Characteristics of Archaebacteria

All living things are classified into six 'kingdoms'. Archaebacteria are the oldest organisms living on the earth. They are prokaryocytes and unicellular and belong to a kingdom, Archae. They were first discovered in 1977 and classified as bacteria. Most archaebacteria appear like bacteria, when observed under the microscope. However, they are quite different from bacteria and eukaryotic organisms. Archaebacteria are found in very harsh conditions such as in the volcanic vents or at the bottom of the sea. They survive in the environments such as sea vents releasing sulfide-rich gases, hot springs or boiling mud around volcanoes. All forms of archaebacteria are non-pathogenic.

Groups of Archaebacteria

There are three phyla or groups of archaebacteria, such as methanogens, halophiles and thermoacidophiles. Methanogens harvest energy by converting H2 and CO2 into methane gas. They are found in the intestinal tracts of humans and some animals such as cows and in the marshes. Halophiles survive in a high salt atmosphere. Hence, they are found in the Great Salt Lake, Dead Sea and other areas with a high salt concentration. Thermoacidophiles are found in the areas with a very high temperature and extremely acidic conditions. They can be found in hydrothermal vents and volcanic vents.
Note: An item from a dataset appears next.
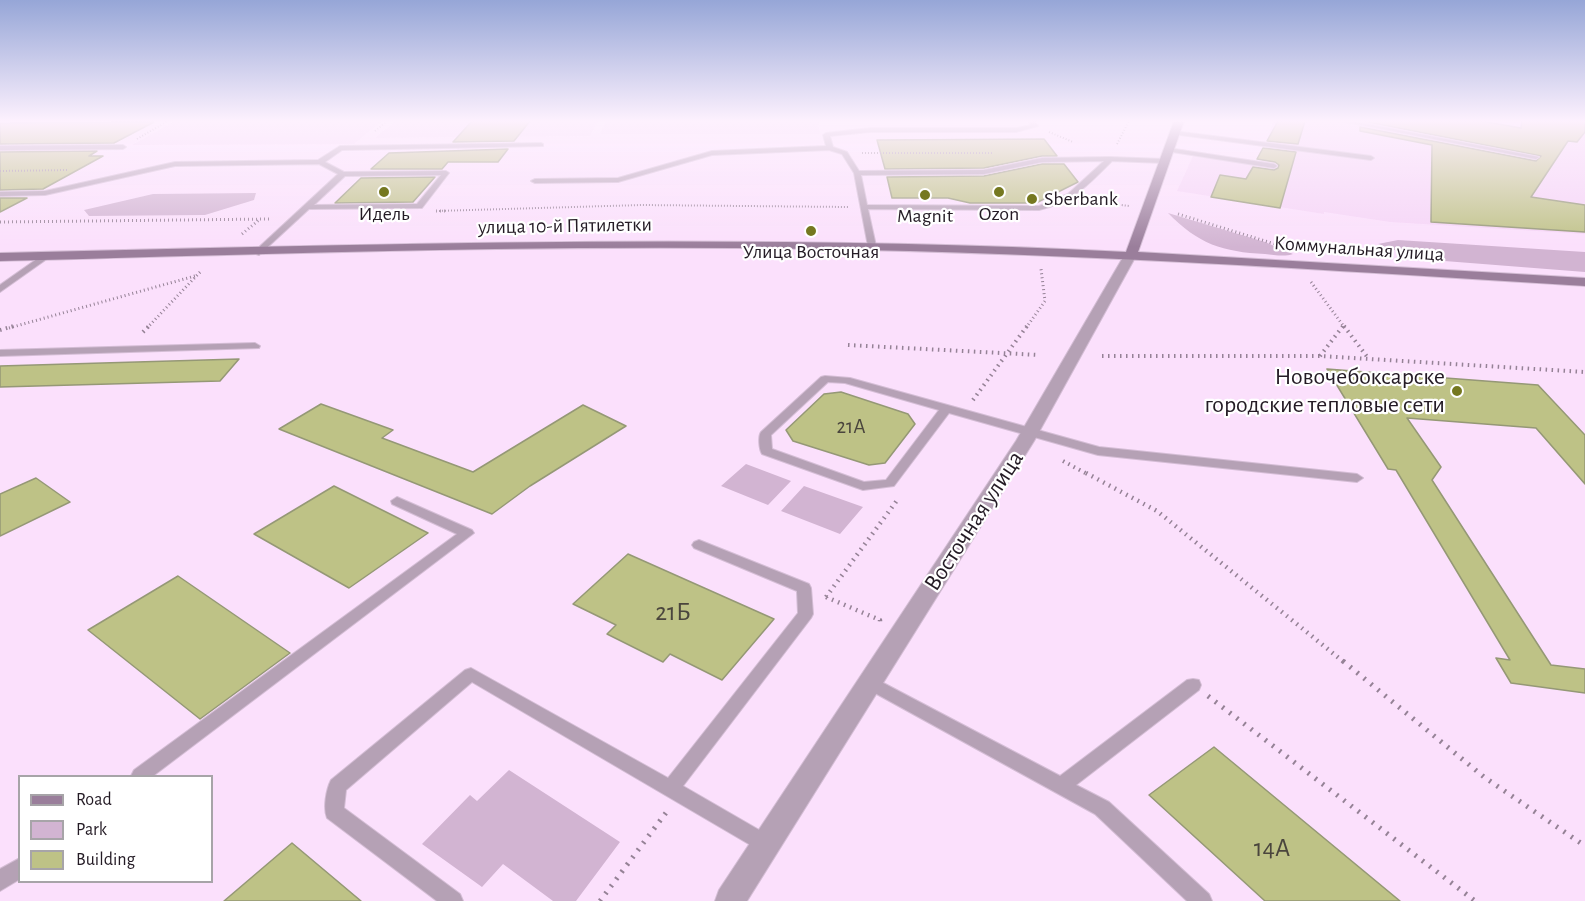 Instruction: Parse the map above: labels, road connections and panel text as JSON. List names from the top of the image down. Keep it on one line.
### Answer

Characteristics of Archaebacteria

Archaebacteria are obligate anaerobes and they survive only in oxygen-free environment. They are known as extremophiles, as they are able to live in a variety of environments. Some species can live in the temperatures above boiling point at 100 degree Celsius or 212 degree Fahrenheit. They can also survive in acidic, alkaline or saline aquatic environments. Some can withstand the pressures of more than 200 atmospheres.

The size of archaebacteria ranges from 1/10th of a micrometer to more than 15 micrometers. Some of archaebacteria have flagella. Like all prokaryotes, archaebacteria don’t possess the membrane-bound organelles. They don’t have nuclei, endoplasmic reticula, Golgi complexes, mitochondria, chloroplasts or lysosomes. The cells consist of a thick cytoplasm that contains all the compounds and molecules required for metabolism and nutrition. Their cell wall doesn’t contain peptidoglycan. The rigid cell wall supports the cell and allows archaebacterium to maintain its shape. It also protects the cell from bursting when present in a hypotonic environment. Archaebacteria have lipids in their cell membranes. They are composed of branched hydrocarbon chains, connected to glycerol by ether linkages.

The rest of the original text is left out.